▸ **What you have to do**
Whenever "above" appears in a line, please copy that line from the data.

§ §

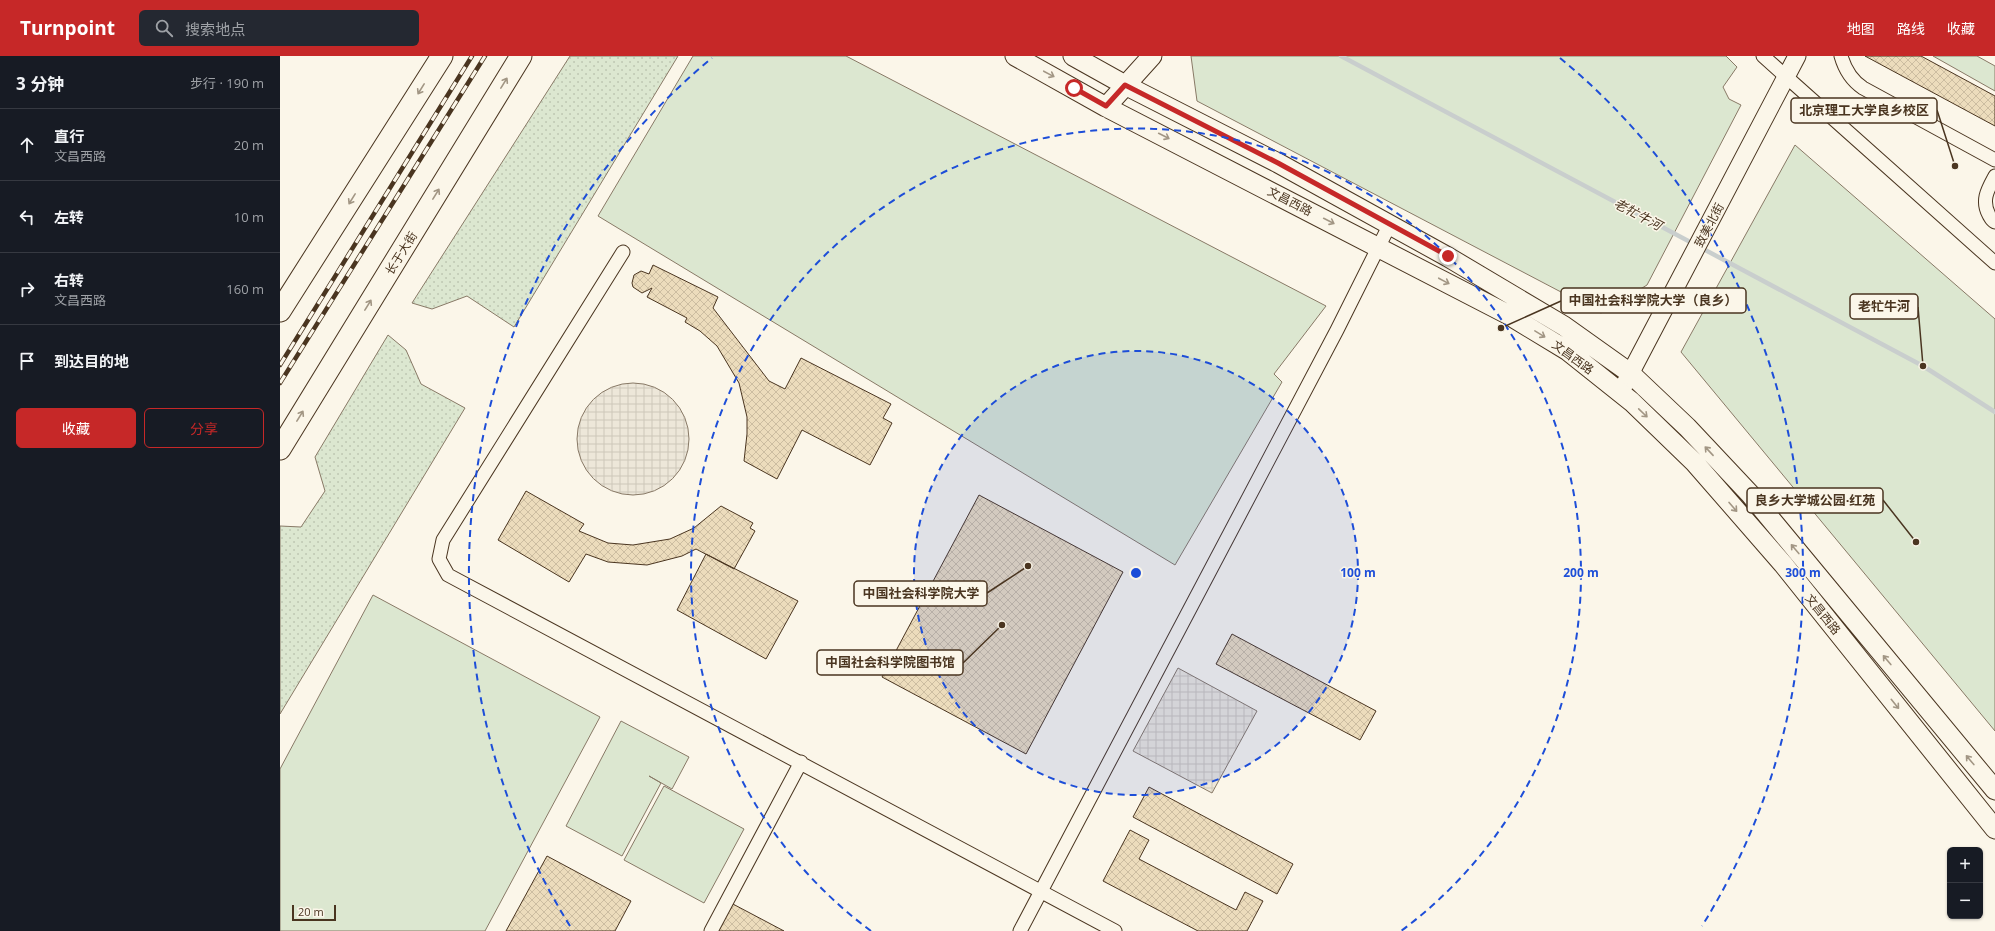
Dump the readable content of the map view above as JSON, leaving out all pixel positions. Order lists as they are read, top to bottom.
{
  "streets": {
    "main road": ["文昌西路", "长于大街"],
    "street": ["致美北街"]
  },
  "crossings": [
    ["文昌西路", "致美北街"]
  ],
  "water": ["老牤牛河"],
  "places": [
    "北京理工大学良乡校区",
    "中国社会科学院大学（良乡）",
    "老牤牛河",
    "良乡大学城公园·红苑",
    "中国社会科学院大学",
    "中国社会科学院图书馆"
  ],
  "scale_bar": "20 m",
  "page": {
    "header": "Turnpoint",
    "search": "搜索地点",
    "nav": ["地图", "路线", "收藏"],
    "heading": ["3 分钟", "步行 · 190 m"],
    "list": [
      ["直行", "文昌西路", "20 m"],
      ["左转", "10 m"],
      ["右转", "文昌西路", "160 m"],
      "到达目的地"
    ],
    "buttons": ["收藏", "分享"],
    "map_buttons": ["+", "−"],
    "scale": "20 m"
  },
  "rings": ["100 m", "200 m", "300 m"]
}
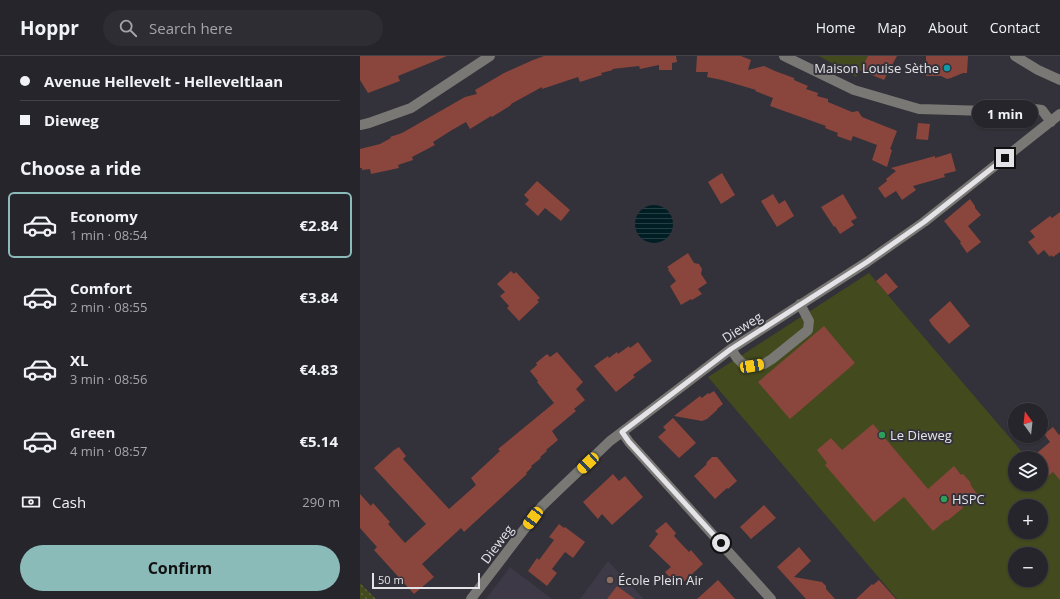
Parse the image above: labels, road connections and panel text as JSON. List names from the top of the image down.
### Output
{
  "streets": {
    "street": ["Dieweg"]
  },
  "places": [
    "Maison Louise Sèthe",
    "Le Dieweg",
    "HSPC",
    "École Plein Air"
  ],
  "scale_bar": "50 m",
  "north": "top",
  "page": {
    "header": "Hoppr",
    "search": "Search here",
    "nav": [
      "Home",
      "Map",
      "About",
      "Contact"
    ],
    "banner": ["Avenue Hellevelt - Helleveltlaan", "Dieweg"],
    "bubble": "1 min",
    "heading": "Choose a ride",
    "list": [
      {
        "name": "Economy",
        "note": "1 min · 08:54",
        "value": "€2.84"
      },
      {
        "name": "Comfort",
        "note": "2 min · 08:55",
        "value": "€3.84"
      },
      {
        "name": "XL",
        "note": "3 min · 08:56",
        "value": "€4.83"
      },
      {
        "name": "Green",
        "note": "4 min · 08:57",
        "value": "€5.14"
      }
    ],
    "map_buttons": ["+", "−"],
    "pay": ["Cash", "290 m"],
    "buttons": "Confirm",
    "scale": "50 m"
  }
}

§ §

▸ **Written solution**
Dump the readable content of the map view above as JSON, leaving out all pixel positions. Order lists as they are read, top to bottom.
Parse the image above: labels, road connections and panel text as JSON. List names from the top of the image down.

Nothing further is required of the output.